(Collected data entries)
*** Begin section ***
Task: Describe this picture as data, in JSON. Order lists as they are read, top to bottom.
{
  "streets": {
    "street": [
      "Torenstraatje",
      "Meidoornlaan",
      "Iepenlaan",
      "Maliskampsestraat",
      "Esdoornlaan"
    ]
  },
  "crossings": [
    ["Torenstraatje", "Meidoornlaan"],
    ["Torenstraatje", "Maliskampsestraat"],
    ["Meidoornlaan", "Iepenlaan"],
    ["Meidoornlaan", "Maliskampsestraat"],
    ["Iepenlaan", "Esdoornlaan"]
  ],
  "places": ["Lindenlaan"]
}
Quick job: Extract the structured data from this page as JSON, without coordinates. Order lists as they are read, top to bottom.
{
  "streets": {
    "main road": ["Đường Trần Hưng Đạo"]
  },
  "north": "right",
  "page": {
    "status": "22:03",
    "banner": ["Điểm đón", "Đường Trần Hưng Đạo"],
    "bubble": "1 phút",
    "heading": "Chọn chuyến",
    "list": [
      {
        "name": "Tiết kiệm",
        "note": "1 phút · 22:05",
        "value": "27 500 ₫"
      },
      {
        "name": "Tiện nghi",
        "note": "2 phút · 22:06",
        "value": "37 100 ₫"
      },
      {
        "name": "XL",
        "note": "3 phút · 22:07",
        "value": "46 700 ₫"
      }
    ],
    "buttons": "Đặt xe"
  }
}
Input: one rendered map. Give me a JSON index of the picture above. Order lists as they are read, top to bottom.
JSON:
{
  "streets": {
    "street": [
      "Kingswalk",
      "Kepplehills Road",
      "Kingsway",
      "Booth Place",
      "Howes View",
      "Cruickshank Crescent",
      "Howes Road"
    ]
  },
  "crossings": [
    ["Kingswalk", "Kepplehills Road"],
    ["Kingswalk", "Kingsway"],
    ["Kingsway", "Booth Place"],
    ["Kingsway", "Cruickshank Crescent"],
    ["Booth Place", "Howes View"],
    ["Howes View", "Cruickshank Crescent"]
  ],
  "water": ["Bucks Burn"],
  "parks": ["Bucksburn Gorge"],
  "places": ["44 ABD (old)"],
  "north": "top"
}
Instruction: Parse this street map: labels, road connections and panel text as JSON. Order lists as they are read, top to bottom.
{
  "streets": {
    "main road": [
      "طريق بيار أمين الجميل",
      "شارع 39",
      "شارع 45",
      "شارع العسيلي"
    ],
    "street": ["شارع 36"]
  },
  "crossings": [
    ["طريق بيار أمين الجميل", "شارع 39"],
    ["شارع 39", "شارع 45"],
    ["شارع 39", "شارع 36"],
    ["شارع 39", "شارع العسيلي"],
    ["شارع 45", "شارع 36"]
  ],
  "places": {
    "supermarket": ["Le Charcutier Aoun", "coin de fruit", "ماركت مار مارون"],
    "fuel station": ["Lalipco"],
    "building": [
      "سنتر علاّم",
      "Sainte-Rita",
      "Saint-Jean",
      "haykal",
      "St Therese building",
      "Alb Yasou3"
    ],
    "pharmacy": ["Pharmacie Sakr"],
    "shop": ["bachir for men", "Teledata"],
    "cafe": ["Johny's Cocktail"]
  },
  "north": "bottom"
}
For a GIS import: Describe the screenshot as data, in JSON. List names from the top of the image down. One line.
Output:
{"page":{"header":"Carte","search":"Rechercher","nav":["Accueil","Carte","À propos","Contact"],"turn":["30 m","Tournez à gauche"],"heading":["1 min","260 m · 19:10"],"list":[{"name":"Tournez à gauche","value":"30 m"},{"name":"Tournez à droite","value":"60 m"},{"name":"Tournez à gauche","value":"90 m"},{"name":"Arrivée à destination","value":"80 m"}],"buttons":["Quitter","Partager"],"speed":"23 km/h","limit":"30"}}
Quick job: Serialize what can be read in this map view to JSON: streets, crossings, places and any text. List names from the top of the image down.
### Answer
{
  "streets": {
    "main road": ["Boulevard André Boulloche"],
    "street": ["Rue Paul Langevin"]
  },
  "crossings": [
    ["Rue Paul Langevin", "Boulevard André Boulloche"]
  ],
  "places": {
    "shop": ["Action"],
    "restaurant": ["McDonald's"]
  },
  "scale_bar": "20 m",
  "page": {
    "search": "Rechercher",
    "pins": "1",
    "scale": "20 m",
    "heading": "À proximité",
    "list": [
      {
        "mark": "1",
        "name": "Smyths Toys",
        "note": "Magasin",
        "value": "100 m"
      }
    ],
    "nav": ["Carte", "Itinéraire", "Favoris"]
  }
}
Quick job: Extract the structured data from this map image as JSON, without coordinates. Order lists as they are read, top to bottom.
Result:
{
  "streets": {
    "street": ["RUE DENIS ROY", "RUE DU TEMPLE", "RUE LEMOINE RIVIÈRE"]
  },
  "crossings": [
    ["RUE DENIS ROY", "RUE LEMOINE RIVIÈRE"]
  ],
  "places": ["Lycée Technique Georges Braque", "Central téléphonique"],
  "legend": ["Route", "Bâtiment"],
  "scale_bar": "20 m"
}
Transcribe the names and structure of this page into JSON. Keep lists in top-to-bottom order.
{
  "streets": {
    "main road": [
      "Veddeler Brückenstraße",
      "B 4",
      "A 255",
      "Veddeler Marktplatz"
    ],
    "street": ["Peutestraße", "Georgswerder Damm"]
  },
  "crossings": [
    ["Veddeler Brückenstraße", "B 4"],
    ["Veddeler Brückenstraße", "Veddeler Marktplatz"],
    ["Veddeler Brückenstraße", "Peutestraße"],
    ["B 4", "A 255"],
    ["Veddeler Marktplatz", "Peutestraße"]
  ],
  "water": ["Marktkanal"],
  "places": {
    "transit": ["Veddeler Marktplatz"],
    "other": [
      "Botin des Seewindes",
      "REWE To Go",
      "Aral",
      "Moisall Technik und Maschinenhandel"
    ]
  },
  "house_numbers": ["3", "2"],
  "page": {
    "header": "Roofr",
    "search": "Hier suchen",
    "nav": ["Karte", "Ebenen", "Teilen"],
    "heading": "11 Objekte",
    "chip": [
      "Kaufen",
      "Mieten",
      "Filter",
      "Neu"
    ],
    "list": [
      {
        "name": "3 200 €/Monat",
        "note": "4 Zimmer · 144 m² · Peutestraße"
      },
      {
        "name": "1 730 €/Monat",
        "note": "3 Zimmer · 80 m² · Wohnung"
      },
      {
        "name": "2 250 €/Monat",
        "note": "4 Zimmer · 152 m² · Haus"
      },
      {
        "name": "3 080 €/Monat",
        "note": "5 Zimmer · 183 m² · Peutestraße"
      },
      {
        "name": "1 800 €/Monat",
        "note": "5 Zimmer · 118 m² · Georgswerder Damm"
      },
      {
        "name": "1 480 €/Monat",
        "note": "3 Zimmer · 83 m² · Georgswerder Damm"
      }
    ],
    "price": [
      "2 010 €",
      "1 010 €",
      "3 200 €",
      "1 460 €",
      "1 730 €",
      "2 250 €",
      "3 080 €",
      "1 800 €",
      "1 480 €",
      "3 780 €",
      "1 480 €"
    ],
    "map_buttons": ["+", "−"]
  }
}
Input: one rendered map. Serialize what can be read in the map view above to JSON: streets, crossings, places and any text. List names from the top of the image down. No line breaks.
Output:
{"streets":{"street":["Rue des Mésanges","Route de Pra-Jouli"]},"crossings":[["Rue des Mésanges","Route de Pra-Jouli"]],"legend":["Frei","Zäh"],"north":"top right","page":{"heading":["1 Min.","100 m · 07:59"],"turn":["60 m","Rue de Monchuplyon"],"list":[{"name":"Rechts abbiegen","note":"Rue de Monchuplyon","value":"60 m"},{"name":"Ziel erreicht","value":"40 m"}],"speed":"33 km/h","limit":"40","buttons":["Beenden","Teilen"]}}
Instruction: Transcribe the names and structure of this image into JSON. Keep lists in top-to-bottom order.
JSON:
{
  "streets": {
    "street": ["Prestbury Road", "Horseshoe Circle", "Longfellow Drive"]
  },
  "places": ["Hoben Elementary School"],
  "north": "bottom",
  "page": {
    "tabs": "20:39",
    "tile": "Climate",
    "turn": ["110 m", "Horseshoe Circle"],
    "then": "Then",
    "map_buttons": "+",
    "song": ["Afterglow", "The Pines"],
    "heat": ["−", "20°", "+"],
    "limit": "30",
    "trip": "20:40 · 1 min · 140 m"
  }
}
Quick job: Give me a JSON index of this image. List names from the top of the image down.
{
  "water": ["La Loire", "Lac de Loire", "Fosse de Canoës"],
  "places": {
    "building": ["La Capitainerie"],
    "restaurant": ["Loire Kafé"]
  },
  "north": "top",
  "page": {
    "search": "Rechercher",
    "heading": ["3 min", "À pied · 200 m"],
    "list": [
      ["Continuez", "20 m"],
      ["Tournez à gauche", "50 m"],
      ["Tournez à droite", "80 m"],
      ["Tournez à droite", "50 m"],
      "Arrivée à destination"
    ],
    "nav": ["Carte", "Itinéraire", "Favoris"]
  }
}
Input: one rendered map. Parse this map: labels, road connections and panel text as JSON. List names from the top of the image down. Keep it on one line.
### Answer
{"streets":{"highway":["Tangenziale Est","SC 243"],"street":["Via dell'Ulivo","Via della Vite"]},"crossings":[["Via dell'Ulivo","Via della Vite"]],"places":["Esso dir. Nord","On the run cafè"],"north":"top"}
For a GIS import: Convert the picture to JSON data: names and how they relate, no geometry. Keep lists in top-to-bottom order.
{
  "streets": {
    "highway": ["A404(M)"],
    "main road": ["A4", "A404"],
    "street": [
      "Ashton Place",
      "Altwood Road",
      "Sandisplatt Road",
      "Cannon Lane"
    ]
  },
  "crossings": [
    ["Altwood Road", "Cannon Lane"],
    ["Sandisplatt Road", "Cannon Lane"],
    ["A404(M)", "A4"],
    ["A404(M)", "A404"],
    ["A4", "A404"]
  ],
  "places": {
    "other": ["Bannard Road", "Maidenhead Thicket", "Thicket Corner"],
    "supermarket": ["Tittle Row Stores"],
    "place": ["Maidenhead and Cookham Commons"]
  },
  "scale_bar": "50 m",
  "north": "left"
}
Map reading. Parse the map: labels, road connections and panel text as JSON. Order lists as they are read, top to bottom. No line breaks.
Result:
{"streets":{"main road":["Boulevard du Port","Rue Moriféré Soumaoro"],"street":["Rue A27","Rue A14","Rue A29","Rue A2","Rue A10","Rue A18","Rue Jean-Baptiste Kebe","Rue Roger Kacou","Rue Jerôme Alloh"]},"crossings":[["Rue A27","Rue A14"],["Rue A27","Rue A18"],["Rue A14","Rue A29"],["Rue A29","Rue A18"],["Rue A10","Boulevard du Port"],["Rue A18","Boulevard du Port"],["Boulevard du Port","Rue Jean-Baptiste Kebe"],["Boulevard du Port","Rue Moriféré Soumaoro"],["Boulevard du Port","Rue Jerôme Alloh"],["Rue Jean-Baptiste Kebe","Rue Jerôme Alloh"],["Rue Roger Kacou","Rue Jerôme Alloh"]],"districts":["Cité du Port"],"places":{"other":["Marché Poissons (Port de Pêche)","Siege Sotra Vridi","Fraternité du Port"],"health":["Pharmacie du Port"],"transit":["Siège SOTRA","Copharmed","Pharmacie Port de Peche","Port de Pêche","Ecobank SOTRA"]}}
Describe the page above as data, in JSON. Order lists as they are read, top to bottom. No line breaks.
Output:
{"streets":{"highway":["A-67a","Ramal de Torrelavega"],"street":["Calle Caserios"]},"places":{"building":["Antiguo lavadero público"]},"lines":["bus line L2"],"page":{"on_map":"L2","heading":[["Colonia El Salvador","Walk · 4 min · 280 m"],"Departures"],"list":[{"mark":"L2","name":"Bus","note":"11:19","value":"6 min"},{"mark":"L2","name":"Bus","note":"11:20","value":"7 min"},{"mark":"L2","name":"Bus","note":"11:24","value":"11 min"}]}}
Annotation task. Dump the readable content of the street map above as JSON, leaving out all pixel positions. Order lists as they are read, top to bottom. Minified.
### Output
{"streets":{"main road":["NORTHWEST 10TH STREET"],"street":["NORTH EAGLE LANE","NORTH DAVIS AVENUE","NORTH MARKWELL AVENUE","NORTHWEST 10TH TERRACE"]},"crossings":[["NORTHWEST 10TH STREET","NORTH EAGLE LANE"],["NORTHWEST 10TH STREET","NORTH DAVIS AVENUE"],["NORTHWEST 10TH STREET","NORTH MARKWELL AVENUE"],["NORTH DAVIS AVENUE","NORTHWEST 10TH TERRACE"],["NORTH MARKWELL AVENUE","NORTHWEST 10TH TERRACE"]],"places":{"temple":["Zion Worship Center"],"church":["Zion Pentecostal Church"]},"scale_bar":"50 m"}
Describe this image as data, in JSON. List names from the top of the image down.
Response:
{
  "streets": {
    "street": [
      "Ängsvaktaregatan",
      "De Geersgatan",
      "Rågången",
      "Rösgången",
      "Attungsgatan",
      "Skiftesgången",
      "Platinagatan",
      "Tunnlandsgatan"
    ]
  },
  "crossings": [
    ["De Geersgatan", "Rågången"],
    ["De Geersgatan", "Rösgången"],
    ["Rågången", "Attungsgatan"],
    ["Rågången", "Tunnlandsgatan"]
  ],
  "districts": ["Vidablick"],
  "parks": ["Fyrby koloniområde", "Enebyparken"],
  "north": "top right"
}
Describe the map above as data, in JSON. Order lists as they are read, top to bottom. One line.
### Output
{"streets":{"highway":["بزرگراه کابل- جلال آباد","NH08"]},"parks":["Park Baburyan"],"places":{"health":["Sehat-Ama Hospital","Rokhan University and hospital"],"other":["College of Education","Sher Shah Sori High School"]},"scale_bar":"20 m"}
*** End section ***
What the task requires: Nothing but a number belongs in the answer: the tally of lines in the data holding "Input".

Expected output: 3